Sin embargo, todo, en apariencia, permanece similar a como la vi la última vez.
A Puerto Colombia se llega como siempre: la misma travesía por la carretera
estrecha y sinuosa, transitada por autobuses conducidos por choferes
impacientes que gozan pisando el acelerador; todo en medio de un paisaje
privilegiado y fresco, cortesía del parque Henry Pittier.
Sigue igual Choroní. Hay quienes dicen, especialmente los lugareños,
que salvo el aumento de “rateritos” o de la delincuencia “roba cámaras y
bolsos” –principalmente, en temporada alta- todavía viven tranquilos, aunque se
nota que han reforzado e implantado algunas medidas de seguridad. Las posadas,
que las hay para todos los gustos y bolsillos, en su mayoría, se esmeran por
lucir sus fachadas arregladitas, casi todas casonas coloniales que mantienen
sus puertas abiertas para que las miradas de los curiosos se desvíen y queden
atrapadas en esos patios grandes transformados en restaurantes o piscinas.

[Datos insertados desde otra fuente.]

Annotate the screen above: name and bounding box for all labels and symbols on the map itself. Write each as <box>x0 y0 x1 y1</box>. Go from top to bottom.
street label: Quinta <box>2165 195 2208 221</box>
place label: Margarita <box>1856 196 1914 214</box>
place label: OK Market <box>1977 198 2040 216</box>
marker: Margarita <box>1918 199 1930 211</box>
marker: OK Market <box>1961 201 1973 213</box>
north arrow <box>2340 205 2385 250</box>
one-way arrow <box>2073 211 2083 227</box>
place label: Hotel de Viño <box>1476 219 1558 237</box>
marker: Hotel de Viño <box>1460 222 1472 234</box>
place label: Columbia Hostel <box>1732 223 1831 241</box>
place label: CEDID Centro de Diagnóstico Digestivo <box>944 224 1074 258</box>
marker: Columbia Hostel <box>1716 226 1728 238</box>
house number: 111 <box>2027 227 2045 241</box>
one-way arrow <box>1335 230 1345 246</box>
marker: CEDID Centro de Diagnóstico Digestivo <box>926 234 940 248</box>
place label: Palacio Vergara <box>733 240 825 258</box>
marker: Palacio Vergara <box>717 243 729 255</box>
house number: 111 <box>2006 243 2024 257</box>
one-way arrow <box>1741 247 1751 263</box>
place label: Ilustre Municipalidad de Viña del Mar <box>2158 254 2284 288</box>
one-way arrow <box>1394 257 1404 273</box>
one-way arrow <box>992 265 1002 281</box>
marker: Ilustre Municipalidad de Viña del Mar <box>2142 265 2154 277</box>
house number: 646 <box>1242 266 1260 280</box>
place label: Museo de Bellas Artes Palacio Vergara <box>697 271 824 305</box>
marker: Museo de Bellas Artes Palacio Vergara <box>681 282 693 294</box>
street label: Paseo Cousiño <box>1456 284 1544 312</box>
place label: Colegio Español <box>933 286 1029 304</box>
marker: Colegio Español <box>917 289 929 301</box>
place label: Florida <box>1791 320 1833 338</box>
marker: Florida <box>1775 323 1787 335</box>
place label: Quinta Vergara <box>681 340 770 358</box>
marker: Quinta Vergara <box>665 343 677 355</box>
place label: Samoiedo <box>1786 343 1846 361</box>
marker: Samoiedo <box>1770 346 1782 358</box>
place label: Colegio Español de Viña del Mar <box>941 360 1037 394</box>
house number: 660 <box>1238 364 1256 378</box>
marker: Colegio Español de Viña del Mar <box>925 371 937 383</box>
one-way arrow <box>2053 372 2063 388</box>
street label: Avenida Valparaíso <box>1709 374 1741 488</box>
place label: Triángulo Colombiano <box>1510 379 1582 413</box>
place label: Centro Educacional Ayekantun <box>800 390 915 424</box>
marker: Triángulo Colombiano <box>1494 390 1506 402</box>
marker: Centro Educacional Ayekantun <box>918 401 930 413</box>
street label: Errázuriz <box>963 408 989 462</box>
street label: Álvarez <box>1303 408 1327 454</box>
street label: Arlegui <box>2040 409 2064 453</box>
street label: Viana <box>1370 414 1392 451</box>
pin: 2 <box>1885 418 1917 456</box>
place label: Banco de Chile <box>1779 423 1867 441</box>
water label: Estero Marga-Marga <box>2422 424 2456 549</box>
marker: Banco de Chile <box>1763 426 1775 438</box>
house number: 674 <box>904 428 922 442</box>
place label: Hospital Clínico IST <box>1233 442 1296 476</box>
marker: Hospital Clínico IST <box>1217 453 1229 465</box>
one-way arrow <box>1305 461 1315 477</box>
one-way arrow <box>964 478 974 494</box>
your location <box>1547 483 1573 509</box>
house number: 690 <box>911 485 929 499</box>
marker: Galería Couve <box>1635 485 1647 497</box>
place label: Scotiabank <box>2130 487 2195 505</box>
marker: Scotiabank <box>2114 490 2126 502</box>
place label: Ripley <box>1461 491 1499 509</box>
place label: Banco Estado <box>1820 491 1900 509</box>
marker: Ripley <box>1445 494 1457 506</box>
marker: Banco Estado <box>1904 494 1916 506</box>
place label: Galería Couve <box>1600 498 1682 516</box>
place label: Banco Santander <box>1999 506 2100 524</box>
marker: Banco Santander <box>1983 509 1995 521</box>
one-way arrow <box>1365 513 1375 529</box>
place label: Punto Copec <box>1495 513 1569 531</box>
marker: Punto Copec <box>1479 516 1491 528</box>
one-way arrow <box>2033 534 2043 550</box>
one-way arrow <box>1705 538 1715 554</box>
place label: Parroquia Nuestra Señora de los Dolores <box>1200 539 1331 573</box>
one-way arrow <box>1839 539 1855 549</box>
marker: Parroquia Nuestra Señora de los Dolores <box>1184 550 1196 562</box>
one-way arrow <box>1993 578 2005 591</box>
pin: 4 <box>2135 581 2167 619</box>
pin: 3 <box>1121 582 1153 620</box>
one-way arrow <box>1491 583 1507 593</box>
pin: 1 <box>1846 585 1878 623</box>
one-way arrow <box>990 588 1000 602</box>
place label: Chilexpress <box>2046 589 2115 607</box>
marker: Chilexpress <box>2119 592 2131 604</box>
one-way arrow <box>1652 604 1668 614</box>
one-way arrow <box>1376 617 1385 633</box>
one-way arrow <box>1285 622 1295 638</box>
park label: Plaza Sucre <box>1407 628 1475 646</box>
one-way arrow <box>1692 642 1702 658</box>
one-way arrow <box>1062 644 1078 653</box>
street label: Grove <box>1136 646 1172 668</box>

Hay incluso una línea de mototaxis –no se salvaron de eso,
lamentablemente- y mucho barullo a la hora de abordar los peñeros que conducen
a Cepe, Valle Seco, Uricao, Tunja o Chuao: parece un mercado persa, lleno de
lancheros ofreciendo los viajes y las tarifas –que, como era de esperar,
sufrieron un considerable aumento. No faltan las advertencias de no aceptar
cualquier traslado; preferiblemente, sugieren, escoger a alguien que sea
recomendado o en caso de escoger a un desconocido, no pagarle completo sino la
mitad del viaje “porque a más de un turista han dejado botado”. Pero, también
está la opción de quedarse en Playa Grande, la playa de la zona, a la que se
llega caminando. Un tanto abarrotada, como es de esperar en las temporadas
altas, con su público variopinto, empeñado en disfrutar del sol y del mar a
como dé lugar. Los restaurantes de la entrada los tumbaron para, supuestamente
mejorar la zona: allí permanecen los escombros, como recuerdo de una nueva
promesa incumplida. Como la promesa de la construcción del mejor stadium de la
región, que hoy sigue luciendo cara de abandono y desidia y donde, supongo, se
siguen jugando solo caimaneras ocasionales.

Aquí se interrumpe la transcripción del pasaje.